Instead of analyzing all the texts in the target webpage where the
published advertisement is located, only the text in the page block
where the advertisement is located is analyzed. Therefore, the
speed of analyzing is accelerated, and content irrelevant to the
advertisement in the webpage or the advertiser is screened out
(such as noise text or other advertisements appearing on the
webpage).
[0035] At step S507, webpage content analysis is performed on the
target webpage or a main page block in the target webpage. The
webpage content analysis may include focused entity analysis,
keyword analysis or a combination thereof. Based on the focused
entity technique described in embodiments of the present invention,
it is possible to automatically identify the main objects mentioned
in an article or a text, such as people, place or company, etc.,
for example by using machine learning techniques. By means of the
"focused entity technique", embodiments of the present invention
increases the accuracy of judging the sentiment tendency of the
context around the specified location with respect to the specified
content, and also increases the accuracy of finding more suitable
specified content capable of being placed at this location. For a
web electronic advertisement, the "focused entity technique" is
more helpful in increasing the accuracy of finding a suitable
advertiser object.
[0036] In the "focused entity technique" entity objects in a text
are to be analyzed (i.e. the context around a specified location),
which are extracted by means of named entity recognition.

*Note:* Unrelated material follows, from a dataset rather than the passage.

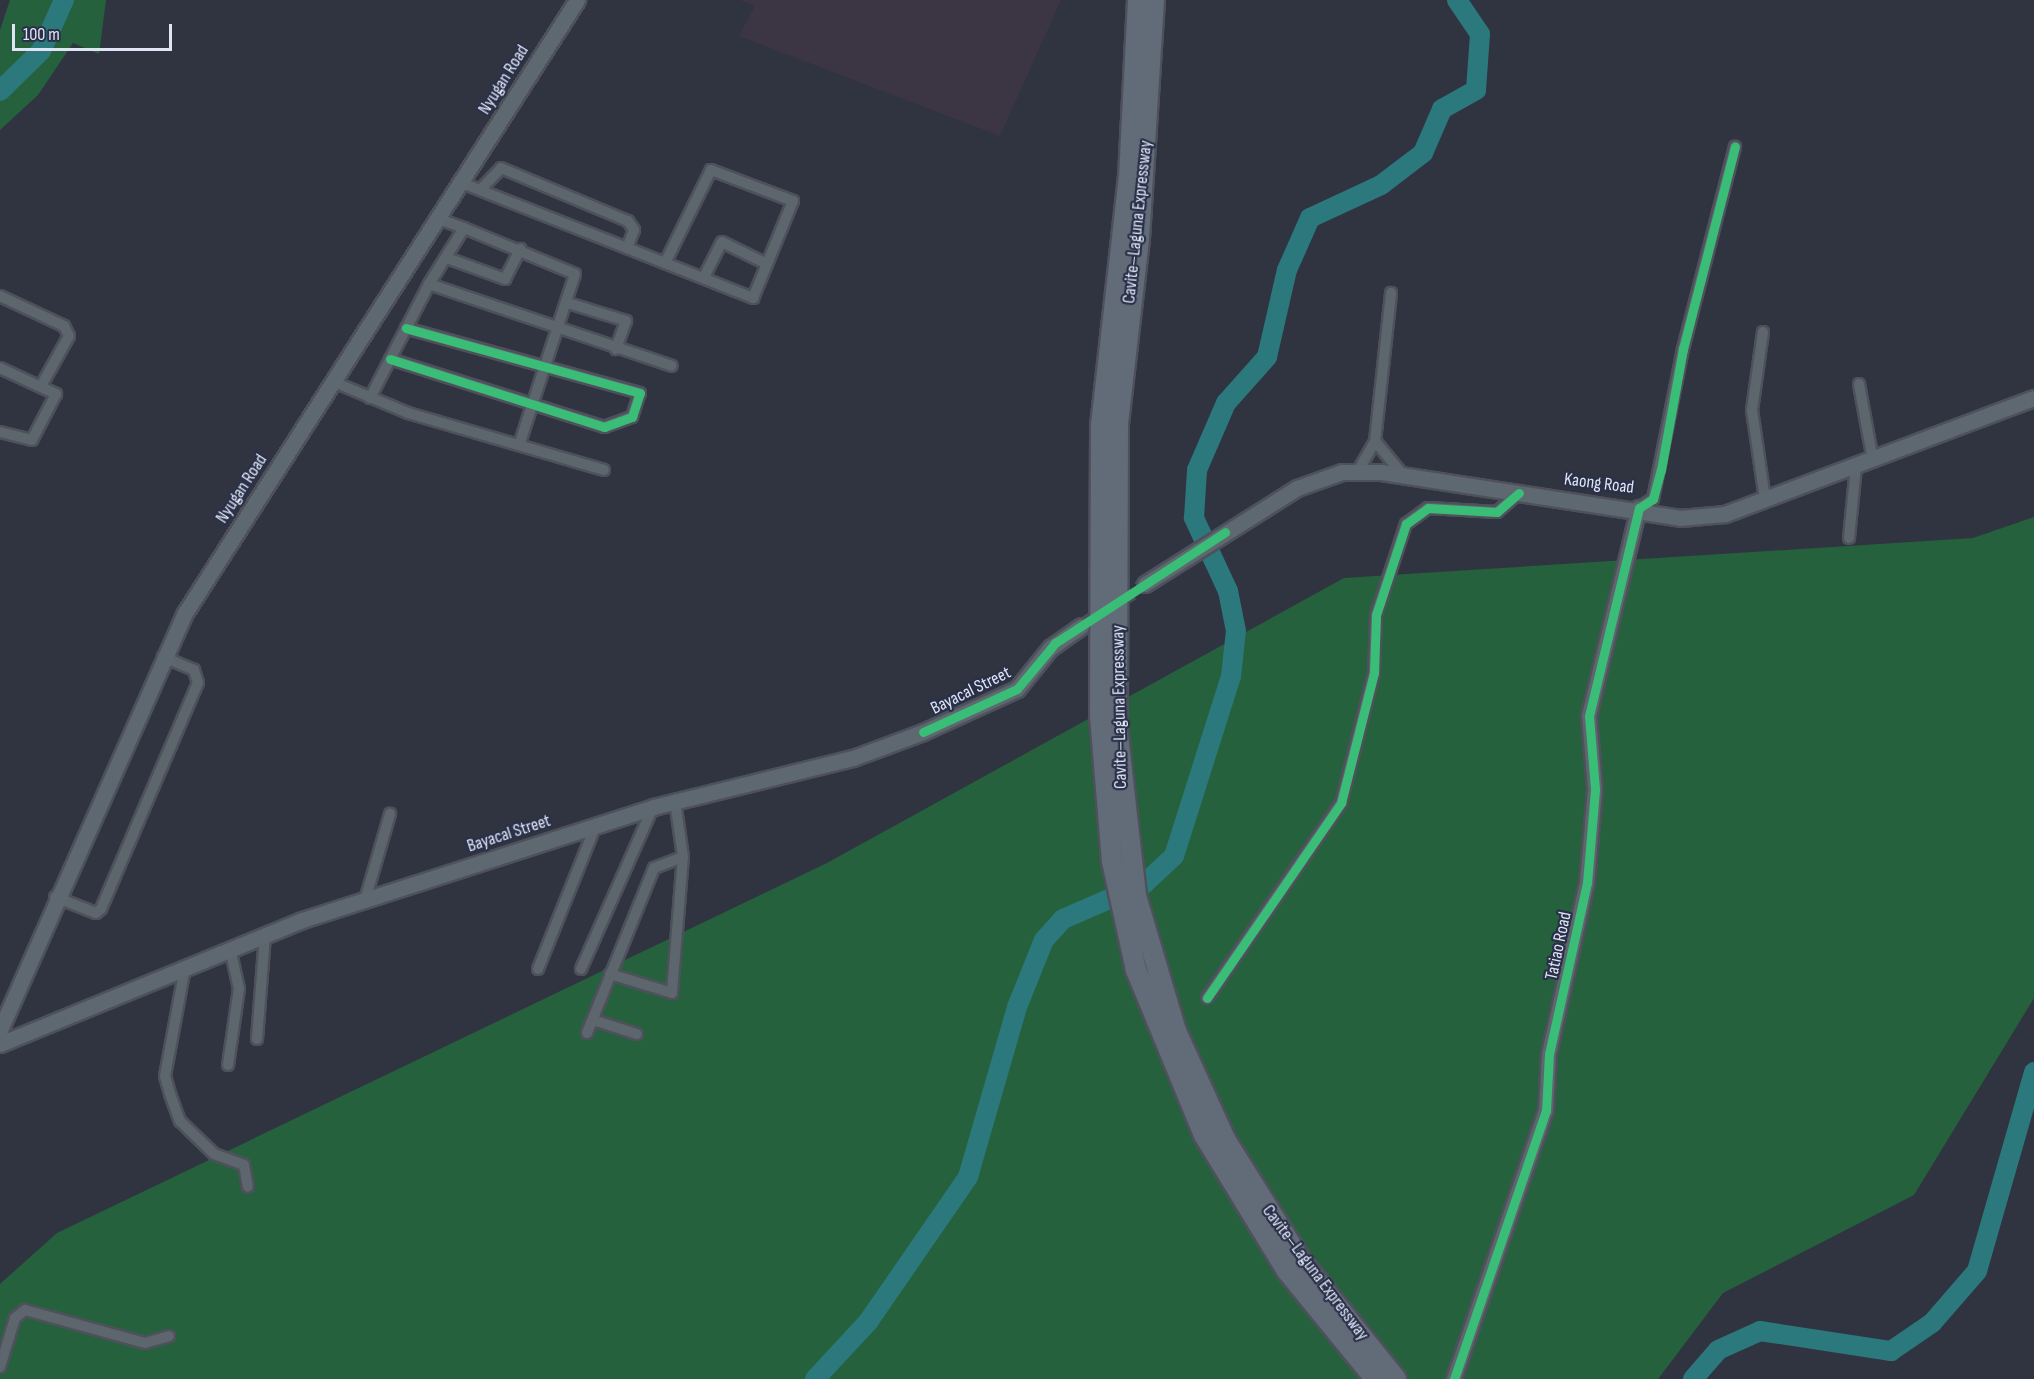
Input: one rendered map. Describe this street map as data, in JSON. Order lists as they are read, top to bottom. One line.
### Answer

Thereafter, features of the entity objects, such as appearance
rate, appearance location and its grammatical category in the
context (such as "subject", "predicate", etc), are extracted. The
features of the entity objects are used for training a focused
entity classification technique so as to focus the entity objects
to particular entity objects. In addition, focused entities may be
extracted from absent sample.
[0037] The following describes the keyword analysis technique
according to embodiments of the present invention. Usually,
sentence-division is performed on the text of the target webpage or
the text of a main page block therein, and keywords are extracted
from each divided sentence. Accordingly, a plurality of keywords
may be extracted from the context surrounding a specified location.
When the extracted keywords are closely related to the specified
content, processing proceeds to step S513 for performing sentiment
analysis on the webpage content.
[0038] When the extracted keywords are too many or complicated, a
keyword filtering may be performed on the extracted keywords. At
this moment, after it is determined at step S509 that keyword
filtering is necessary, the processing proceeds to step S511.

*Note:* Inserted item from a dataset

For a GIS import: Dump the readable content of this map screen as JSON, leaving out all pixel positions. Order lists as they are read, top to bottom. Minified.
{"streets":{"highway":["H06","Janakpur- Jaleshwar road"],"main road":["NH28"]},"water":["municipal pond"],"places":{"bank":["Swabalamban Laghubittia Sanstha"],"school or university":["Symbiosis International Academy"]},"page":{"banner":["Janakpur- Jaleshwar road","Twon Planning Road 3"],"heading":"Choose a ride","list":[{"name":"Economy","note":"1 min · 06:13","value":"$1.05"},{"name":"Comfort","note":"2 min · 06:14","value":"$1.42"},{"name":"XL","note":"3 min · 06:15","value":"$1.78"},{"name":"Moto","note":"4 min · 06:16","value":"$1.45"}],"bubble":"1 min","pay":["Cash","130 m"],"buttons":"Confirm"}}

[0039] At step S511, a keyword filtering and/or focused entity
analyzing is performed. According to one embodiment, keywords
extracted from the context surrounding/around the specified
location of the webpage are filtered on the basis of predetermined
keywords related to the specified content so as to determine the
specified content that may be suitable for the webpage. For
example, the predetermined keywords related to the specified
content may be those pre-set or pre-stored by the website. Further,
the predetermined keywords related to the specified content may
also be those related to a company name of the advertiser of the
web electronic advertisement or the product or service as provided
by the advertiser. Accordingly, it is possible to decide whether
the content in the context surrounding/around the specified
location is relevant to the ad to be put on the webpage.
[0040] As understandable to a person skilled in the art, if the
extracted keywords are too many or complicated, a focused entity
analyzing may be performed, and focus the content of the target
webpage or the content of a main page block in the target webpage
on particular entity objects. As understandable to a person skilled
in the art, if the keywords extracted from the target webpage or a
main page block therein is directly related to the content to be
published, the process may directly proceed to a sentiment analysis
on the webpage content without performing focused entity analyzing
or keyword filtering on the webpage content.
[0041] At step S513, sentiment analysis on the content of the
target webpage or the content of a main page block therein has
commenced. As understandable to a person skilled in the art, in
natural language processing, keyword extraction for webpage content
mainly focuses on nouns or noun phrases in a text, and aims to
extract some conceptual words as keywords. As also understandable
to a person skilled in the art, besides conveying an explicit
meaning, the text in the webpage content may also imply an implicit
sentiment or emotion. On noticing such a trend, sentiment analysis
is performed on some adjectives, adverbs, adjective phrases as well
as phrases including emotion-loaded nouns, verbs etc., in the
content of a text (i.e. the text of a target webpage or the text of
a main page block therein) to further determine the sentiment
tendency of the webpage content. The sentiment tendency of the
webpage content can be determined by using machine language
learning, or a preset sentiment corpus, or by combining machine
language learning with a preset sentiment corpus. For example,
according to embodiments of the present invention, sentiment
analysis may be performed on the adjectives, adverbs or adjective
phrases (such as air crash, mine accident, earthquake), etc, in the
context surrounding/around specified content (such as an ad) to
determine the sentiment tendency of the context of the webpage.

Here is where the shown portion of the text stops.